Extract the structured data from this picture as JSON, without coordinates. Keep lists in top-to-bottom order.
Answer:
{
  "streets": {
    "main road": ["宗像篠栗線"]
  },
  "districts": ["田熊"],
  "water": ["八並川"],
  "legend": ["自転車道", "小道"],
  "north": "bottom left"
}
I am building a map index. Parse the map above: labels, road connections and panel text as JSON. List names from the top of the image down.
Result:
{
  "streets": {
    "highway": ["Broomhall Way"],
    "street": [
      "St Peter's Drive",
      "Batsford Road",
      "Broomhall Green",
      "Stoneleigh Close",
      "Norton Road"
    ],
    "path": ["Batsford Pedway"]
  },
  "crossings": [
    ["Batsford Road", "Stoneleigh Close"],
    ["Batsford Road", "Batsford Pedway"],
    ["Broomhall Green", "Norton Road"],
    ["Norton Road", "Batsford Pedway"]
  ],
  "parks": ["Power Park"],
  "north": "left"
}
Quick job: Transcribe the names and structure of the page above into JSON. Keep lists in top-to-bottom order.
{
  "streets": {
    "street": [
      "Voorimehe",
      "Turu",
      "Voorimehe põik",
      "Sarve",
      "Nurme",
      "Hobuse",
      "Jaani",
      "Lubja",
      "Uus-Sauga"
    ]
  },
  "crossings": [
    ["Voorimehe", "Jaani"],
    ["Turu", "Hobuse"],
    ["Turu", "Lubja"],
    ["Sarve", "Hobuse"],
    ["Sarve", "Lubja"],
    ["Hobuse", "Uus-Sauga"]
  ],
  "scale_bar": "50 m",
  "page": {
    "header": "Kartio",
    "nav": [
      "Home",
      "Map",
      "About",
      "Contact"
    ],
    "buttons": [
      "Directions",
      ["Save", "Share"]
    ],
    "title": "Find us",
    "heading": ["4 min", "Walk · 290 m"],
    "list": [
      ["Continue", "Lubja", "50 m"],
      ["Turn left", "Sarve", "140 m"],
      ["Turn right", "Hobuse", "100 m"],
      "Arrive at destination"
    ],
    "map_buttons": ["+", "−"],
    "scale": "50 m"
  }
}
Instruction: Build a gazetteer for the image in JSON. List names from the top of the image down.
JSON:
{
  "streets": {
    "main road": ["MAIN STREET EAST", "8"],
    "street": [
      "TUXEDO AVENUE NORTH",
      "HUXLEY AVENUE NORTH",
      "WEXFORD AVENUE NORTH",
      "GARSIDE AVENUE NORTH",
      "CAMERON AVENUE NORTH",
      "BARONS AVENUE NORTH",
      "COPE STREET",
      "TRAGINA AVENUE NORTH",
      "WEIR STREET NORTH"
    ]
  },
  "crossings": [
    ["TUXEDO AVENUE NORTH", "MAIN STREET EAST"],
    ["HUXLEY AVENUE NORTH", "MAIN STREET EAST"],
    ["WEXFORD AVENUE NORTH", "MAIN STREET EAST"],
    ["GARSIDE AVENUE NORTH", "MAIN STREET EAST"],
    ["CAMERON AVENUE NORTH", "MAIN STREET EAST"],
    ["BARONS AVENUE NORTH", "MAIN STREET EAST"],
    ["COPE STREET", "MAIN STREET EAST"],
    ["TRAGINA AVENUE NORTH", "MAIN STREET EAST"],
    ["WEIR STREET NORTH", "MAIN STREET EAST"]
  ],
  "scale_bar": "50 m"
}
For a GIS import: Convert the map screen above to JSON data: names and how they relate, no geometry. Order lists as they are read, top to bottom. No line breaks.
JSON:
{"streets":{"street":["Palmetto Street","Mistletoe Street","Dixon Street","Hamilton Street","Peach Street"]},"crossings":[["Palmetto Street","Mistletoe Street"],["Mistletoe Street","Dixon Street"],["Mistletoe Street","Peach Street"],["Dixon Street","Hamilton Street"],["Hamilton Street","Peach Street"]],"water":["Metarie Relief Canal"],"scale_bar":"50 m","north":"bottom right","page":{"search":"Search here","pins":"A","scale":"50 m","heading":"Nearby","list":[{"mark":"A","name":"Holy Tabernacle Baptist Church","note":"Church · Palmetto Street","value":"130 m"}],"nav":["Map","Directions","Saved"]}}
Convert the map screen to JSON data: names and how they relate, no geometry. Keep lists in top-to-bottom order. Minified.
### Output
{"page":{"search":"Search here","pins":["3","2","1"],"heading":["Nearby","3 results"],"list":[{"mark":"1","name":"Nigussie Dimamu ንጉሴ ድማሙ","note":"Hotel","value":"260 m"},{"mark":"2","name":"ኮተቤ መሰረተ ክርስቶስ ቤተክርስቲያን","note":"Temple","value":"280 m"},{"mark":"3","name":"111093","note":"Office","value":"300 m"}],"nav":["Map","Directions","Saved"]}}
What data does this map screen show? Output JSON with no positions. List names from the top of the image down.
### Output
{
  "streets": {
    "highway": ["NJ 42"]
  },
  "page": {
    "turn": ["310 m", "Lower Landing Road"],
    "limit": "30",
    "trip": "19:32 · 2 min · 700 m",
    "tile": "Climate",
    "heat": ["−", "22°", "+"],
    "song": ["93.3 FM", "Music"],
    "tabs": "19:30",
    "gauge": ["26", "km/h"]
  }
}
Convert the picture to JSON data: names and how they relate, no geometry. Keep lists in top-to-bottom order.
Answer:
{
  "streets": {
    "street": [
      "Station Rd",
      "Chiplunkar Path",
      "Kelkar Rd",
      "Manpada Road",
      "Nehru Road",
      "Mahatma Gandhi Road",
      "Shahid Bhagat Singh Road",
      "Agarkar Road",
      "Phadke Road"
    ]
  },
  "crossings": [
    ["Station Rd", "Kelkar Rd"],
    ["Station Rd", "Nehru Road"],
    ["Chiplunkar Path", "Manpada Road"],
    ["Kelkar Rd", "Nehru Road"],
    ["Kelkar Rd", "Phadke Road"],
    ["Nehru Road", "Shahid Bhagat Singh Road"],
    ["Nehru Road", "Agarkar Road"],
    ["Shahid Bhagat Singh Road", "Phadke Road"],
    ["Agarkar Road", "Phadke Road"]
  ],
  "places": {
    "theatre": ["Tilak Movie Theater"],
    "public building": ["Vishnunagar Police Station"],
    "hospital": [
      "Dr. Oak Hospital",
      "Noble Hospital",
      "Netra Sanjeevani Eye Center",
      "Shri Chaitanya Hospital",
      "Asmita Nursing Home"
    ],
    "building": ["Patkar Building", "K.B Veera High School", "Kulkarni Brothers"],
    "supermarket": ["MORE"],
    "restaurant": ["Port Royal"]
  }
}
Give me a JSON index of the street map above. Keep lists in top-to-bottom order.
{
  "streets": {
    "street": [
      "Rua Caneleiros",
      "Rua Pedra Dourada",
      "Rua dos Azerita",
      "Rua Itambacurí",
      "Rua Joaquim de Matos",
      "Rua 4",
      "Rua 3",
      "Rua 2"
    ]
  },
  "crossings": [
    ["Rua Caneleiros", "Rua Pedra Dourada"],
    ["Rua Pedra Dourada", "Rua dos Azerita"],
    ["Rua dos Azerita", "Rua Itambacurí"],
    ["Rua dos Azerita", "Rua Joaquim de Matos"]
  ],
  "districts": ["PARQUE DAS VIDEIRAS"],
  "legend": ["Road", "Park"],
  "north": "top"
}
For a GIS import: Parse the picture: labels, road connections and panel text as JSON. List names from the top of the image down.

■ **YOUR ASSIGNMENT**
Pull every line containing "connections" out of the data above.

■ **RESPONSE TO THE TASK**
I am building a map index. Parse the map above: labels, road connections and panel text as JSON. List names from the top of the image down.
For a GIS import: Parse the picture: labels, road connections and panel text as JSON. List names from the top of the image down.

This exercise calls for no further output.